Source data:
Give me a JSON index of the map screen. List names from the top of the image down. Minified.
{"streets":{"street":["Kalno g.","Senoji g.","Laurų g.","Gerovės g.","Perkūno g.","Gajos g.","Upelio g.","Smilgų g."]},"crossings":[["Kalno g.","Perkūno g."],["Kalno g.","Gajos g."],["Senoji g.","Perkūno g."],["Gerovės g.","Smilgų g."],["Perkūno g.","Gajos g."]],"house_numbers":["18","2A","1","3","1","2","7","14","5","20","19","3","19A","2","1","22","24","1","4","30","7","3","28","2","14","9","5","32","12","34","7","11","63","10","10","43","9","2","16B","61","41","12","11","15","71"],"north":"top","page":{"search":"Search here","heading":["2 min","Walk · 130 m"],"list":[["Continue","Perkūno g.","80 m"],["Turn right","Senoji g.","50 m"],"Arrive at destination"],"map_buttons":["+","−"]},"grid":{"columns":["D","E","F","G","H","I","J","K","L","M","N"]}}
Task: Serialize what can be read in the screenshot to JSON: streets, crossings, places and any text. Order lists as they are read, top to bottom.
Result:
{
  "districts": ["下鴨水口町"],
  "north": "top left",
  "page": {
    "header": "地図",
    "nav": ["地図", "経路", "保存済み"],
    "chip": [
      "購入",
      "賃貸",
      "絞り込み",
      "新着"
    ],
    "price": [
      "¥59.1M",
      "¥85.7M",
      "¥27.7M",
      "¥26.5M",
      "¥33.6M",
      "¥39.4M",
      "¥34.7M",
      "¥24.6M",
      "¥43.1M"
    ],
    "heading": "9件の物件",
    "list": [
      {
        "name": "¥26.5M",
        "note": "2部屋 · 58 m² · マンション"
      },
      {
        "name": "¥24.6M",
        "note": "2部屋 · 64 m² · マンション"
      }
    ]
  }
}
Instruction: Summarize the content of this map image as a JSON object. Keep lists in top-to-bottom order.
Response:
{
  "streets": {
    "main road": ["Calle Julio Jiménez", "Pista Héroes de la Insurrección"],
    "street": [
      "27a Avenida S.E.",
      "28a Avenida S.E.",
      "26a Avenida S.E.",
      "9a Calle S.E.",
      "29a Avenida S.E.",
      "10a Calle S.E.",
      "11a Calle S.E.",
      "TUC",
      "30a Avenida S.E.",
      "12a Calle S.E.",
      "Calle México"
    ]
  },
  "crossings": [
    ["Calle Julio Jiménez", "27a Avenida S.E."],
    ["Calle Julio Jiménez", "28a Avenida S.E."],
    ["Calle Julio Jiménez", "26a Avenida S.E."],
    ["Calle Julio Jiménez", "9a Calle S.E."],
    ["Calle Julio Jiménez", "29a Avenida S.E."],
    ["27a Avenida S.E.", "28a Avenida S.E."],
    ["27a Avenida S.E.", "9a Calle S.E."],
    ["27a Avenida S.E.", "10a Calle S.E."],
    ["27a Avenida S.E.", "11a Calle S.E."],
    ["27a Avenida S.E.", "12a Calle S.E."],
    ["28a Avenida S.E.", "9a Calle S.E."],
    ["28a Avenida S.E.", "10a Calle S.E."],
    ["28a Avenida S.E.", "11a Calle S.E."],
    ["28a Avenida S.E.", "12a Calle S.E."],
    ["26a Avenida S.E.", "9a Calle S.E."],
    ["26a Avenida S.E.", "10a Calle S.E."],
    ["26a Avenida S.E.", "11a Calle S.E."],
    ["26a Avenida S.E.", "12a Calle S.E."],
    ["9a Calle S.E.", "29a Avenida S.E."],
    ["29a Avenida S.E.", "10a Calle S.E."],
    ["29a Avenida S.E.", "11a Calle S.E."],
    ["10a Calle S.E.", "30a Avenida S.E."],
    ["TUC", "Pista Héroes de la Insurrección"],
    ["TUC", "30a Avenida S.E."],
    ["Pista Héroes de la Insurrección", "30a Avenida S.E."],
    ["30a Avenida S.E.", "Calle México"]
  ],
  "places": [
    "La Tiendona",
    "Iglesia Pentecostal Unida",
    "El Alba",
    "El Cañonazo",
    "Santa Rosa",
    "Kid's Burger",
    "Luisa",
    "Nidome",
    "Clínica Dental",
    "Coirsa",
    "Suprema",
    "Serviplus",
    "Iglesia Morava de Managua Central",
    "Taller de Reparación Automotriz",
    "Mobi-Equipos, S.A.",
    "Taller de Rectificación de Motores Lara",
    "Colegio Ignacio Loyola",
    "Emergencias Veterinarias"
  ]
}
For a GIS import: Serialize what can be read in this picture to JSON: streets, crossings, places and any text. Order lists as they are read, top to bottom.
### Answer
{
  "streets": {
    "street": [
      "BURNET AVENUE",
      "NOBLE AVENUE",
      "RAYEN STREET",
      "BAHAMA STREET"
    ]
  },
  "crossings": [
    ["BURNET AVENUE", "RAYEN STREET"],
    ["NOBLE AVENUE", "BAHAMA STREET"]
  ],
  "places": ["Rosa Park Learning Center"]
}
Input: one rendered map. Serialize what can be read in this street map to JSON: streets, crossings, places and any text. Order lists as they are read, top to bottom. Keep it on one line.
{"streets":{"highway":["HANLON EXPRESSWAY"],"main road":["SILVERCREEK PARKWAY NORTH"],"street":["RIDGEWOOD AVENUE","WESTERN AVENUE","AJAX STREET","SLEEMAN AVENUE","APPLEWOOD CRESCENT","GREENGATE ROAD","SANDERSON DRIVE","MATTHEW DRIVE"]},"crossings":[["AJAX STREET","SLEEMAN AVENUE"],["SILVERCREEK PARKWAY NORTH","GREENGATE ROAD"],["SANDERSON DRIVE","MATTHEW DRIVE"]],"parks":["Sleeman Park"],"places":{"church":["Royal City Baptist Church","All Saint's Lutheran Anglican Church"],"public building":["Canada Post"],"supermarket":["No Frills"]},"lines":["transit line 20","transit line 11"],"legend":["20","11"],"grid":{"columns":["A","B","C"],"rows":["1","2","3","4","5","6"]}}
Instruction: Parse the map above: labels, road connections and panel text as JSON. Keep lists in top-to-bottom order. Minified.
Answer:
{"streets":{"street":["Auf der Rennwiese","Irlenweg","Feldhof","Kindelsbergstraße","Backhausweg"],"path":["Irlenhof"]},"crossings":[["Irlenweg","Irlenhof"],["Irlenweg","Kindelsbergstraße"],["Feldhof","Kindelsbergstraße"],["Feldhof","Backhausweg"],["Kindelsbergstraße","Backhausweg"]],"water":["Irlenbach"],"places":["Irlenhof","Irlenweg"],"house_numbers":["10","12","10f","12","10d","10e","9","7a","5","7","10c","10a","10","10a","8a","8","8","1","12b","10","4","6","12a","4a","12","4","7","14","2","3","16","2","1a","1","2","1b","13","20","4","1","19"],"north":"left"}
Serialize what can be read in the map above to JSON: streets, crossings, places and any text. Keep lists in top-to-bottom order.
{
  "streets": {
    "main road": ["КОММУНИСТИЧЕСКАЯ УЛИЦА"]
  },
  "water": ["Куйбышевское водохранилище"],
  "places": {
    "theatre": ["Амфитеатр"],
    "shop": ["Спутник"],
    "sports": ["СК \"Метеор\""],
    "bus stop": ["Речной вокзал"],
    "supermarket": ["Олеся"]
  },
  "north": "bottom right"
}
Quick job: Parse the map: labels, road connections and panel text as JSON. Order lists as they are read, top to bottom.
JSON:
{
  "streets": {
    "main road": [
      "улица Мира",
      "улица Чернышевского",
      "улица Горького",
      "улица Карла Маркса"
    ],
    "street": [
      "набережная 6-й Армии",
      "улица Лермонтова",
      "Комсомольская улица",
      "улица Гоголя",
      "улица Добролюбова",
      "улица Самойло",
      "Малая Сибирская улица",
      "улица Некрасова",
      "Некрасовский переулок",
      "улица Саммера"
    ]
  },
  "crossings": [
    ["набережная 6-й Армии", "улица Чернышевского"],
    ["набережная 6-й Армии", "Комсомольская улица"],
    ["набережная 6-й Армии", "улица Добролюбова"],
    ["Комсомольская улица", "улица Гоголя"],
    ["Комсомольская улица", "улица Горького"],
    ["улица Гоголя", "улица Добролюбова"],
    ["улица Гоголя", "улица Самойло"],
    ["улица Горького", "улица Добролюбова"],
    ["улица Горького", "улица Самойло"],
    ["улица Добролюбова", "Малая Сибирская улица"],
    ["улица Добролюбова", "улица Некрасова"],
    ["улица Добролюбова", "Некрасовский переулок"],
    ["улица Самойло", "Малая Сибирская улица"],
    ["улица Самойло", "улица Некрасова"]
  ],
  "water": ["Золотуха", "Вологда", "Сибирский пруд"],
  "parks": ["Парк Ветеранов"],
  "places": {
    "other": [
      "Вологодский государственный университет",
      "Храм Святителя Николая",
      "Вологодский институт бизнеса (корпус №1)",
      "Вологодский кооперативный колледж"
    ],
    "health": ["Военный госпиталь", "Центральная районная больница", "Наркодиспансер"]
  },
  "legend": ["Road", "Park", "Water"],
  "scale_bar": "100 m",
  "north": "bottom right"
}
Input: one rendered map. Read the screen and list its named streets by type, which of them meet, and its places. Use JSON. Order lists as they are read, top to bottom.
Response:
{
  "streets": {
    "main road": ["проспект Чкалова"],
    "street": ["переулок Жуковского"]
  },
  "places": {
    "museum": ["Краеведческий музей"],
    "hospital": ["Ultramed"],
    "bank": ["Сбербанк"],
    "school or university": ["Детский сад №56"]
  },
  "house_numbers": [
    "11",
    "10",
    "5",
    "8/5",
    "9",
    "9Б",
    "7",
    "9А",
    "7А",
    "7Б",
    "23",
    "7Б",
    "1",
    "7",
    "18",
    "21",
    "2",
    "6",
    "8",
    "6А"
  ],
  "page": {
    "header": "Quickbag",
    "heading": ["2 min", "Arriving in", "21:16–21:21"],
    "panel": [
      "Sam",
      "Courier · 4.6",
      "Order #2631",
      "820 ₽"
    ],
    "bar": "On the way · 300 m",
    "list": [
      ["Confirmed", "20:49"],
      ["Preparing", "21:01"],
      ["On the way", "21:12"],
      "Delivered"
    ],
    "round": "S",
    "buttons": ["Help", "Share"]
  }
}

* [Problem requirements]:
Go through the records and gather the lines that hold "BAHAMA".

* [Answer space]:
      "BAHAMA STREET"
    ["NOBLE AVENUE", "BAHAMA STREET"]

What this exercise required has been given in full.